**To do**
Run through the data and copy out every line that mentions the word "Duncan".

**Input material**
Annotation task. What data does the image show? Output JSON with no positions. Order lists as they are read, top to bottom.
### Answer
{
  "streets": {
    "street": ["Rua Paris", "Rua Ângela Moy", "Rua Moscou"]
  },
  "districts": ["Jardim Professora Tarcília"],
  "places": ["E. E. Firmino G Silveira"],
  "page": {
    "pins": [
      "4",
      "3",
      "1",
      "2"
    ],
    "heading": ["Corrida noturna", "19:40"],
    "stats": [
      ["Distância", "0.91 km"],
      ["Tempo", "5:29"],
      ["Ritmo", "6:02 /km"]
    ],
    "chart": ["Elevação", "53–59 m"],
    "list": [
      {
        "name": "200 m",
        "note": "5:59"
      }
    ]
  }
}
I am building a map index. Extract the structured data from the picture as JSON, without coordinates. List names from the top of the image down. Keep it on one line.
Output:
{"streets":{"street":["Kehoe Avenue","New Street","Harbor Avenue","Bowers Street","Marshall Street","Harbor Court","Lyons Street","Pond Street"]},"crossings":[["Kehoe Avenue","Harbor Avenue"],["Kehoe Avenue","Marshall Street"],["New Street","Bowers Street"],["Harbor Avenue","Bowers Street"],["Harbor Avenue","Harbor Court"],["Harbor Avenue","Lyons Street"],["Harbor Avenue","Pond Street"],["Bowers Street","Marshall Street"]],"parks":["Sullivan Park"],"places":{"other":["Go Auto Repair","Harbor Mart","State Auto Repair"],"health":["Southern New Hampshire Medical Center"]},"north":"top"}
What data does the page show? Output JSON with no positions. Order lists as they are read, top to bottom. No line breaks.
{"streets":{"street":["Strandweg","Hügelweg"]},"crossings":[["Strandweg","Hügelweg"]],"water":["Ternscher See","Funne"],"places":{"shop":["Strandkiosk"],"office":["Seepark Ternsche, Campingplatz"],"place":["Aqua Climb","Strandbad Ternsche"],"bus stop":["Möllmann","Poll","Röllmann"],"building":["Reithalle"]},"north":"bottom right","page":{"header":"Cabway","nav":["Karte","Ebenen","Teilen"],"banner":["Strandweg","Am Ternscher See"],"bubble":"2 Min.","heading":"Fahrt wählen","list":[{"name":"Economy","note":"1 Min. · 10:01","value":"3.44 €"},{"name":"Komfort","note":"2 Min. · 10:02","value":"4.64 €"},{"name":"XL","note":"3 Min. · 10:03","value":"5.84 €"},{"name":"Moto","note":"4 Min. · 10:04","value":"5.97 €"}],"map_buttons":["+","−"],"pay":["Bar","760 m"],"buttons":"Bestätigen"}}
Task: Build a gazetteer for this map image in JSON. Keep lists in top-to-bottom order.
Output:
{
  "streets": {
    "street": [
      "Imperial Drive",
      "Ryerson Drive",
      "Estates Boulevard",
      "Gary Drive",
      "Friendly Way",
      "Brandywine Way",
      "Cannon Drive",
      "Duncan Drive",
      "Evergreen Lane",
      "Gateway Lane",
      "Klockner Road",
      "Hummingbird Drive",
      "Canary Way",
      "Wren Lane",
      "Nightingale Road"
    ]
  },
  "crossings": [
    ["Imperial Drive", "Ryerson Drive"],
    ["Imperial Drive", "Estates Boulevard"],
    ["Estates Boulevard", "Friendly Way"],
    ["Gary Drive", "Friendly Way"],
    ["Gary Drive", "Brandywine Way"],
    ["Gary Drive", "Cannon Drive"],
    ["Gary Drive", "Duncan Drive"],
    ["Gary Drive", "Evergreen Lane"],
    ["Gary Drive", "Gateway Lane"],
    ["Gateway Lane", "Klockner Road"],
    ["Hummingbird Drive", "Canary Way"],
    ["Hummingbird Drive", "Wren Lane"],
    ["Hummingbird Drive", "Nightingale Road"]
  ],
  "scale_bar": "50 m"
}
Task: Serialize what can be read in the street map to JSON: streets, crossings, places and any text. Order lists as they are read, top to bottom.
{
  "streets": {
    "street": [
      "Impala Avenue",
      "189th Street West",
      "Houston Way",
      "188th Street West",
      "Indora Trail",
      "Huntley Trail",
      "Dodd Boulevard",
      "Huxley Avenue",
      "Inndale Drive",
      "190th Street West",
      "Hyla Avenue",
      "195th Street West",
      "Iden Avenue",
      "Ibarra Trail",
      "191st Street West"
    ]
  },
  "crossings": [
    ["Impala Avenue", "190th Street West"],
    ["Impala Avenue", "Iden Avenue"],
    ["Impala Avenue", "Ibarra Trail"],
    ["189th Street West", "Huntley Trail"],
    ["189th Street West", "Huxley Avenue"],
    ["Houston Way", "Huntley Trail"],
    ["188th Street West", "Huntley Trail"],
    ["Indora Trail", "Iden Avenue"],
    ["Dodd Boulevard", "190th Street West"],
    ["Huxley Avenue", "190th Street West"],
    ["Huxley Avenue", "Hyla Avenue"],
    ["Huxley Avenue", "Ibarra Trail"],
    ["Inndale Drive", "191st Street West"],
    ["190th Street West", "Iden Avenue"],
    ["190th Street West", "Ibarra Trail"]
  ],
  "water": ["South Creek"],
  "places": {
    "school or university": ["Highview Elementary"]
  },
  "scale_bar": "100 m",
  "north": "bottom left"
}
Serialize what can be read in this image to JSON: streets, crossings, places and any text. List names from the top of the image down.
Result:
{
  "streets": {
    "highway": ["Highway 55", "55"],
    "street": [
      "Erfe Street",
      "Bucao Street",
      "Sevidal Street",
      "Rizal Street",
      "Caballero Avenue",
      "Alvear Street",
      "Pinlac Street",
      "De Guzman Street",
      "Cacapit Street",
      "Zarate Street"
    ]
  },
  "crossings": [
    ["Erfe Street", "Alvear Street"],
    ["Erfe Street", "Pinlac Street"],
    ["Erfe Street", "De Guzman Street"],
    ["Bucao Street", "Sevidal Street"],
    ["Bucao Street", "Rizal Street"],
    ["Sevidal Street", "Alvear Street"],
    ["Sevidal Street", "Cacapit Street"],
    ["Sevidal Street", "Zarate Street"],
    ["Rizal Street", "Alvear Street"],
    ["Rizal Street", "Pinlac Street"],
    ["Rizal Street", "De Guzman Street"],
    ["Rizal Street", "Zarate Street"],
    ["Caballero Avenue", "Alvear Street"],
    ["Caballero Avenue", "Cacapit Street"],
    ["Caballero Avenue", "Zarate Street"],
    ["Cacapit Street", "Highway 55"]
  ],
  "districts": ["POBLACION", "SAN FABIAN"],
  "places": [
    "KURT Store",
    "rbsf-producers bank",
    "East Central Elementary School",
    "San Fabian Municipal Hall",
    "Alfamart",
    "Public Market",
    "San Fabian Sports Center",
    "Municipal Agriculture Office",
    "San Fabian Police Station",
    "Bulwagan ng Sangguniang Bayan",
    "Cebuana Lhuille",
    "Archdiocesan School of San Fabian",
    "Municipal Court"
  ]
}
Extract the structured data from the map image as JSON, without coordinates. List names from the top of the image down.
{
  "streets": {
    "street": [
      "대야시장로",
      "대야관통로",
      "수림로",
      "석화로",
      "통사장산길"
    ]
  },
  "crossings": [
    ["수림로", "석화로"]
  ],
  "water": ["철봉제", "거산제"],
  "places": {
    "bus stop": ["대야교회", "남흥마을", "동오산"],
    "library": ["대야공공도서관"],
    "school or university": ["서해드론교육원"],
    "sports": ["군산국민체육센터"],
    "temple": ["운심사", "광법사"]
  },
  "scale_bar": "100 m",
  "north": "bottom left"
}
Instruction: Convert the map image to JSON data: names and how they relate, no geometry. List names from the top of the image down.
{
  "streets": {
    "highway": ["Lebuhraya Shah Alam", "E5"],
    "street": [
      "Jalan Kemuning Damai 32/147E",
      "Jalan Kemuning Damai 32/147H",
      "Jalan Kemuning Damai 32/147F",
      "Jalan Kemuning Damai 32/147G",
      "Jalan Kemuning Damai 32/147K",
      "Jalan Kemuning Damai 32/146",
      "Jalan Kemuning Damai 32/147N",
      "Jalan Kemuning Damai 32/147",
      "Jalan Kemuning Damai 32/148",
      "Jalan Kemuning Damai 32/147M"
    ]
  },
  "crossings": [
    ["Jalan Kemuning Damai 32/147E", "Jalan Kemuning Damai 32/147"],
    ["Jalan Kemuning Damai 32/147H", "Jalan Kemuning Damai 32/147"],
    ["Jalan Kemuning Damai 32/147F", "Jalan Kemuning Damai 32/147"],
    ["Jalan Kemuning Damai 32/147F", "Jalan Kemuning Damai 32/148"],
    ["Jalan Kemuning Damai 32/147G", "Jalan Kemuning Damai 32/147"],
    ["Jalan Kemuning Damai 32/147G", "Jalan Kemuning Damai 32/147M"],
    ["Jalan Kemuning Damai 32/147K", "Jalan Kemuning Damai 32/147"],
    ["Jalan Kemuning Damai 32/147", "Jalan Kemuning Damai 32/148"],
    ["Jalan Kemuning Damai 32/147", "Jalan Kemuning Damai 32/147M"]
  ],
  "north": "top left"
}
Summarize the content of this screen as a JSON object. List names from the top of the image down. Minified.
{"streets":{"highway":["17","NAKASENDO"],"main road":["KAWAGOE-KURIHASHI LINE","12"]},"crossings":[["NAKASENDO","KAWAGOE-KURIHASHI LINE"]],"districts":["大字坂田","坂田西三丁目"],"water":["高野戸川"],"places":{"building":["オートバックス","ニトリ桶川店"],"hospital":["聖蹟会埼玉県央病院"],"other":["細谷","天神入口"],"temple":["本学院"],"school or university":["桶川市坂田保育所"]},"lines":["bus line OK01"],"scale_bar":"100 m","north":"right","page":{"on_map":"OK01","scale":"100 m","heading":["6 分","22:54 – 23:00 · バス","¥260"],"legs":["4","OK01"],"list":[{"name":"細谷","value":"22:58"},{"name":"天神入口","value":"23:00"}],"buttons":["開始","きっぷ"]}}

**Finished exercise**
      "Duncan Drive",
    ["Gary Drive", "Duncan Drive"],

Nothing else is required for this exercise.